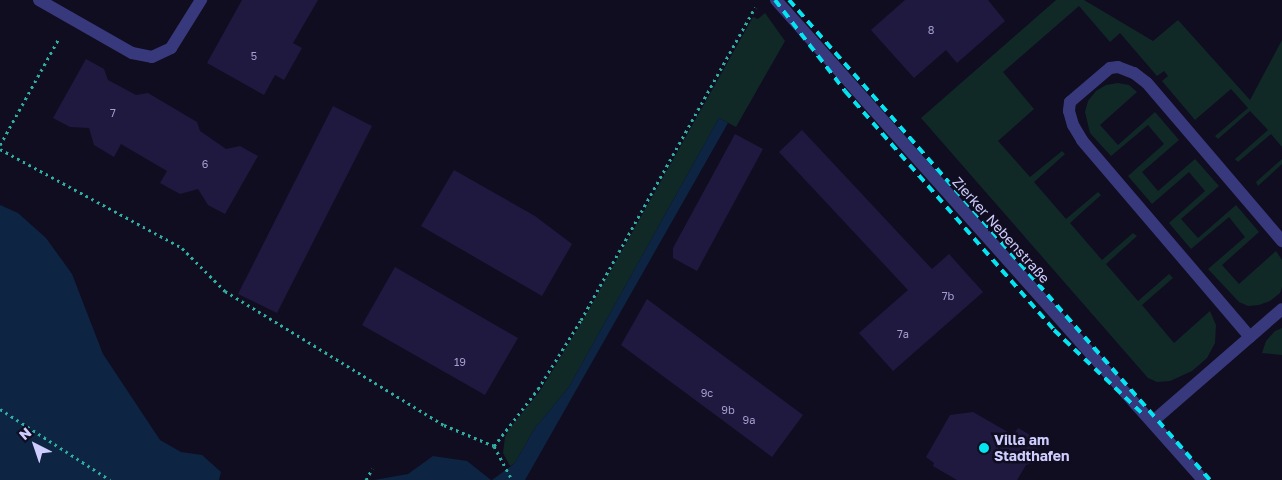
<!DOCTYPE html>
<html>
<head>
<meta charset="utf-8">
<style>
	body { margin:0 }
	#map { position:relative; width:1282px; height:480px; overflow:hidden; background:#0f0d1f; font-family:"Golos Text",sans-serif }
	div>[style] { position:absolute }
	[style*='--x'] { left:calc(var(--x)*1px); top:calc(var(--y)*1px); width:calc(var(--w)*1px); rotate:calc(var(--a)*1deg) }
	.green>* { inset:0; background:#102927 }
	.water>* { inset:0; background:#0d2443 }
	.building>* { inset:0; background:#1f1940 }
	.path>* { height:3px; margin-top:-1.5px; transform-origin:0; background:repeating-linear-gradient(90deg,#2faea1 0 2.5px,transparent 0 6.5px) }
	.lane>* { height:12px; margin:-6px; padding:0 6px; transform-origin:6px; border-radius:6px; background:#38397d }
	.street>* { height:12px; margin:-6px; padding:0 6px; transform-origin:6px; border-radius:6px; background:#38397d }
	.rail>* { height:4px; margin-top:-2px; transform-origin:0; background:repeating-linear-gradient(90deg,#04e4f1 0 8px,transparent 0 14px) }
	.dots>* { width:14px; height:14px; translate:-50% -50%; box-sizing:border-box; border:2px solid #0f0d1f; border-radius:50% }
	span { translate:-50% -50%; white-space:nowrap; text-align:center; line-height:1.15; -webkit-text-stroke:5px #0f0d1f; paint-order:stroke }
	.number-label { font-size:11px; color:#a39fce }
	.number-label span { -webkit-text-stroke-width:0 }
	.street-label { font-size:14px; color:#cfccfe }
	.poi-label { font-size:14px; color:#cfccfe; font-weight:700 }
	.left { translate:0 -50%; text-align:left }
	.north { position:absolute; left:10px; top:420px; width:50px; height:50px; -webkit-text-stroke:4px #0f0d1f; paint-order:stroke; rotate:319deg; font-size:14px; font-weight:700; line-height:20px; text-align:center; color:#cfccfe }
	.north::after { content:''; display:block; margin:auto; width:18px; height:22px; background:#cfccfe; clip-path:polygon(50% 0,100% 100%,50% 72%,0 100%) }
</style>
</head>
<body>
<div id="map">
	<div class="green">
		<i style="clip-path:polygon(1056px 0,1084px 0,1153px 41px,1178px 20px,1250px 100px,1282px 40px,1282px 147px,1271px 134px,1238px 162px,1235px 159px,1268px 130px,1250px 111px,1218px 139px,1215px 136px,1248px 108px,1231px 89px,1195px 120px,1162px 81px,1168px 76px,1164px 71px,1157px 76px,1120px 33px,1110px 42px,1079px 6px,1003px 72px,1034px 109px,998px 141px,1030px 177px,1062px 151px,1065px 154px,1034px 182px,1066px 219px,1098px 192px,1101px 195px,1070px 223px,1102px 260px,1133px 233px,1137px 236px,1106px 264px,1138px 301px,1169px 274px,1173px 278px,1142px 305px,1174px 343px,1210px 311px,1216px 325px,1215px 343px,1207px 358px,1192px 371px,1170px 381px,1157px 382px,1148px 378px,921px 118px)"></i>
		<i style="clip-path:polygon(765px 13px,785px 41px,736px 127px,719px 118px,569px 387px,535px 428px,515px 463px,510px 466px,503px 453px,505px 437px,509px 429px,540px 391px,583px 320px,753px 17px,758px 19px)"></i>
		<i style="clip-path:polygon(1118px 83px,1129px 85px,1137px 92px,1100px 125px,1118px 145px,1155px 112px,1179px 140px,1142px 172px,1158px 191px,1195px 159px,1219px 186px,1181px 219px,1198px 238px,1236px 205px,1259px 232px,1222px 265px,1239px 284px,1276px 251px,1282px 260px,1282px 287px,1280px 293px,1270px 301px,1259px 305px,1248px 306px,1239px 302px,1208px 269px,1245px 237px,1229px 217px,1191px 249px,1169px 223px,1205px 191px,1189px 172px,1152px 204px,1128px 176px,1164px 144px,1148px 125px,1111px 156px,1090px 133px,1085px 112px,1088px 101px,1096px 91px,1106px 85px)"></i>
		<i style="clip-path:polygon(1282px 159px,1282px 164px,1258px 186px,1256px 182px)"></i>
		<i style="clip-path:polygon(1282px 328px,1282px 355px,1262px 353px,1266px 341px,1275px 331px)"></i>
	</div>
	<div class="water">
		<i style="clip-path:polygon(719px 118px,728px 123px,525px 480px,492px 480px,515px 463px,535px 428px,569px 387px)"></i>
		<i style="clip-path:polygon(0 205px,18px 213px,46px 238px,72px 274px,103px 354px,160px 440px,181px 452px,202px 455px,221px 472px,219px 480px,0 480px)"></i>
		<i style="clip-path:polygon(433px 456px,467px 461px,491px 480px,374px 480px,408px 474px)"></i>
	</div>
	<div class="building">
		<i style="clip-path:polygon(242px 0,318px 0,293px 43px,302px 48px,284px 80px,275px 75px,264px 95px,207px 63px)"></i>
		<i style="clip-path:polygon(905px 0,988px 0,1005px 21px,957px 63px,946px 50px,914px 78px,871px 30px)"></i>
		<i style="clip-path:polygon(86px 59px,104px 69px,108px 80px,136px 95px,148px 93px,197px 122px,200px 131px,226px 149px,240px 146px,258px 156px,225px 214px,208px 205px,198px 189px,180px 194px,160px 183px,167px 171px,121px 144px,114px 157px,94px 145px,89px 128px,70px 127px,53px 118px)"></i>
		<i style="clip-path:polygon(333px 106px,372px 126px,277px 313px,238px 294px)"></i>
		<i style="clip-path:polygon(802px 130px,932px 269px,949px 254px,983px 292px,893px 371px,859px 333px,908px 290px,779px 152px)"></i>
		<i style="clip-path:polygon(735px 134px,763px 149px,697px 271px,673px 258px,673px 248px)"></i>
		<i style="clip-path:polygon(454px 170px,535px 216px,572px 244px,542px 296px,421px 226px)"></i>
		<i style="clip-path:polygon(395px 267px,518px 338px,485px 395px,362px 325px)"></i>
		<i style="clip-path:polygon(647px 299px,803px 415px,772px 457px,621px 345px)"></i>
		<i style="clip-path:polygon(973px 412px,1013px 435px,1018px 428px,1035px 438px,1040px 461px,1026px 465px,1017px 480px,957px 480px,933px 466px,934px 463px,926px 457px,950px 415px)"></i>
	</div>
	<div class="path">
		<i style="--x:0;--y:145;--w:122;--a:-61.1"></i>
		<i style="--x:0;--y:149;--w:207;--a:28.5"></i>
		<i style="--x:182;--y:248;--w:61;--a:45"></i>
		<i style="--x:225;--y:291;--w:257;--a:31.5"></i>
		<i style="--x:444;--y:425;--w:54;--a:22.8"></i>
		<i style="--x:494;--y:446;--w:38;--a:62"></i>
		<i style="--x:0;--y:409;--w:131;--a:32.8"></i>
		<i style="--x:494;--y:446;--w:72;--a:-52.3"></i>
		<i style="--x:538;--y:389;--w:81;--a:-58.1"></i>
		<i style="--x:581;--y:320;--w:358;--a:-60.9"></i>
		<i style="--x:366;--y:480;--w:13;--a:-61"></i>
	</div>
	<div class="lane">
		<i style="--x:1250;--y:337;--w:259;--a:-130.5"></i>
		<i style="--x:1082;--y:140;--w:17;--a:-121"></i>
		<i style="--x:1073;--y:125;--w:15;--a:-106"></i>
		<i style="--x:1069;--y:111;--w:9;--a:-84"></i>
		<i style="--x:1070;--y:102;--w:52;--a:-40.4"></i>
		<i style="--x:1110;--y:68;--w:8;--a:-7"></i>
		<i style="--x:1118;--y:67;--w:17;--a:21"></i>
		<i style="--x:1134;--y:73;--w:16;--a:38"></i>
		<i style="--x:1147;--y:83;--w:208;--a:49.5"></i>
		<i style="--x:1152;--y:422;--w:172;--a:-41"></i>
	</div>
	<div class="street">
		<i style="--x:39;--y:0;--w:107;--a:29.7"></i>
		<i style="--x:132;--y:53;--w:20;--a:11"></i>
		<i style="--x:152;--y:57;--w:21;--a:-25"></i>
		<i style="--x:171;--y:48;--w:57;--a:-58"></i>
		<i style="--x:776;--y:0;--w:642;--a:48.34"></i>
	</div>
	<div class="rail">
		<i style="--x:775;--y:0;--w:115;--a:52.4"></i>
		<i style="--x:845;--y:91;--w:317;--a:48.8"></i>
		<i style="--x:1054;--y:330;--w:125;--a:43.4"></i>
		<i style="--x:789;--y:0;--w:638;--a:48.75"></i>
	</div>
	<div class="dots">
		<i style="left:984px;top:448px;background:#04e4f1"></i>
	</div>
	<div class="number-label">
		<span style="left:931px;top:30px">8</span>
		<span style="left:254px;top:56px">5</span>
		<span style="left:113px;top:113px">7</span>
		<span style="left:205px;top:164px">6</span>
		<span style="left:948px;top:296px">7b</span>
		<span style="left:903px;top:334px">7a</span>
		<span style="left:460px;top:362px">19</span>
		<span style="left:707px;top:393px">9c</span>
		<span style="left:728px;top:410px">9b</span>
		<span style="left:749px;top:420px">9a</span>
	</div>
	<div class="street-label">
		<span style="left:1001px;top:230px;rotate:48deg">Zierker Nebenstraße</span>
	</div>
	<div class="poi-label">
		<span class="left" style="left:994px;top:448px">Villa am<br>Stadthafen</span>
	</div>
	<div class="north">N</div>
</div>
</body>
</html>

_ _ _ _

→ Work instruction:
Every line with the word "number" in it should be copied from the listing above.

→ Result below:
	.number-label { font-size:11px; color:#a39fce }
	.number-label span { -webkit-text-stroke-width:0 }
	<div class="number-label">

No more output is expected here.